• Dataset records:
____________________

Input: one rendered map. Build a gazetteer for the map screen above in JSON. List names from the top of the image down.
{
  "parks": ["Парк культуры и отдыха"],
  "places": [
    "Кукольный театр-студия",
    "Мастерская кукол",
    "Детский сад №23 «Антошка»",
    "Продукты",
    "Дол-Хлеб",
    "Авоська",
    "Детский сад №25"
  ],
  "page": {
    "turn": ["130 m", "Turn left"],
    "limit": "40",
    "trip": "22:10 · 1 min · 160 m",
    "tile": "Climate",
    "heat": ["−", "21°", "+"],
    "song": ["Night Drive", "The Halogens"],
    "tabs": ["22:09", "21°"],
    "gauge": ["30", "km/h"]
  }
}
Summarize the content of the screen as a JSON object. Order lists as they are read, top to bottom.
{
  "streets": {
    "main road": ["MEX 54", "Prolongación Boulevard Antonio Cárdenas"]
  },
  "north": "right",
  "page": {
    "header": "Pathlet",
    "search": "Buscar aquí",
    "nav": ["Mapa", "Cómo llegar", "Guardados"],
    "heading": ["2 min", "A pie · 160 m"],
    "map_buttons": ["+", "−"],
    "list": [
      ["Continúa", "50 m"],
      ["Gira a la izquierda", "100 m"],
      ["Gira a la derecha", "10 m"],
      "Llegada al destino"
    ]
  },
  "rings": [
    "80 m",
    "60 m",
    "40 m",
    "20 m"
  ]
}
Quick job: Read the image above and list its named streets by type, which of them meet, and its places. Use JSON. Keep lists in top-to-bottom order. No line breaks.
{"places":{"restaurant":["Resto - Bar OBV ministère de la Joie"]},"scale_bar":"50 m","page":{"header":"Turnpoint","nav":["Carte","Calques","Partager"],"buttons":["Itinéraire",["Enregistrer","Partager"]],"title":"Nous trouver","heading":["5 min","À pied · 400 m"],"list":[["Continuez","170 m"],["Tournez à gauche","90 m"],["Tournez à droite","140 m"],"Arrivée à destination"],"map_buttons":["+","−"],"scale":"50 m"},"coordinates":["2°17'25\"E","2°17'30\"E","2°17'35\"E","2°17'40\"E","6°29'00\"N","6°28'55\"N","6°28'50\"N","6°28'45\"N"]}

____________________

• Exercise aim: Could you reproduce the lines above, from the one that holds "Summarize the content" through the last, exactly as they stand?

• Finished task:
Summarize the content of the screen as a JSON object. Order lists as they are read, top to bottom.
{
  "streets": {
    "main road": ["MEX 54", "Prolongación Boulevard Antonio Cárdenas"]
  },
  "north": "right",
  "page": {
    "header": "Pathlet",
    "search": "Buscar aquí",
    "nav": ["Mapa", "Cómo llegar", "Guardados"],
    "heading": ["2 min", "A pie · 160 m"],
    "map_buttons": ["+", "−"],
    "list": [
      ["Continúa", "50 m"],
      ["Gira a la izquierda", "100 m"],
      ["Gira a la derecha", "10 m"],
      "Llegada al destino"
    ]
  },
  "rings": [
    "80 m",
    "60 m",
    "40 m",
    "20 m"
  ]
}
Quick job: Read the image above and list its named streets by type, which of them meet, and its places. Use JSON. Keep lists in top-to-bottom order. No line breaks.
{"places":{"restaurant":["Resto - Bar OBV ministère de la Joie"]},"scale_bar":"50 m","page":{"header":"Turnpoint","nav":["Carte","Calques","Partager"],"buttons":["Itinéraire",["Enregistrer","Partager"]],"title":"Nous trouver","heading":["5 min","À pied · 400 m"],"list":[["Continuez","170 m"],["Tournez à gauche","90 m"],["Tournez à droite","140 m"],"Arrivée à destination"],"map_buttons":["+","−"],"scale":"50 m"},"coordinates":["2°17'25\"E","2°17'30\"E","2°17'35\"E","2°17'40\"E","6°29'00\"N","6°28'55\"N","6°28'50\"N","6°28'45\"N"]}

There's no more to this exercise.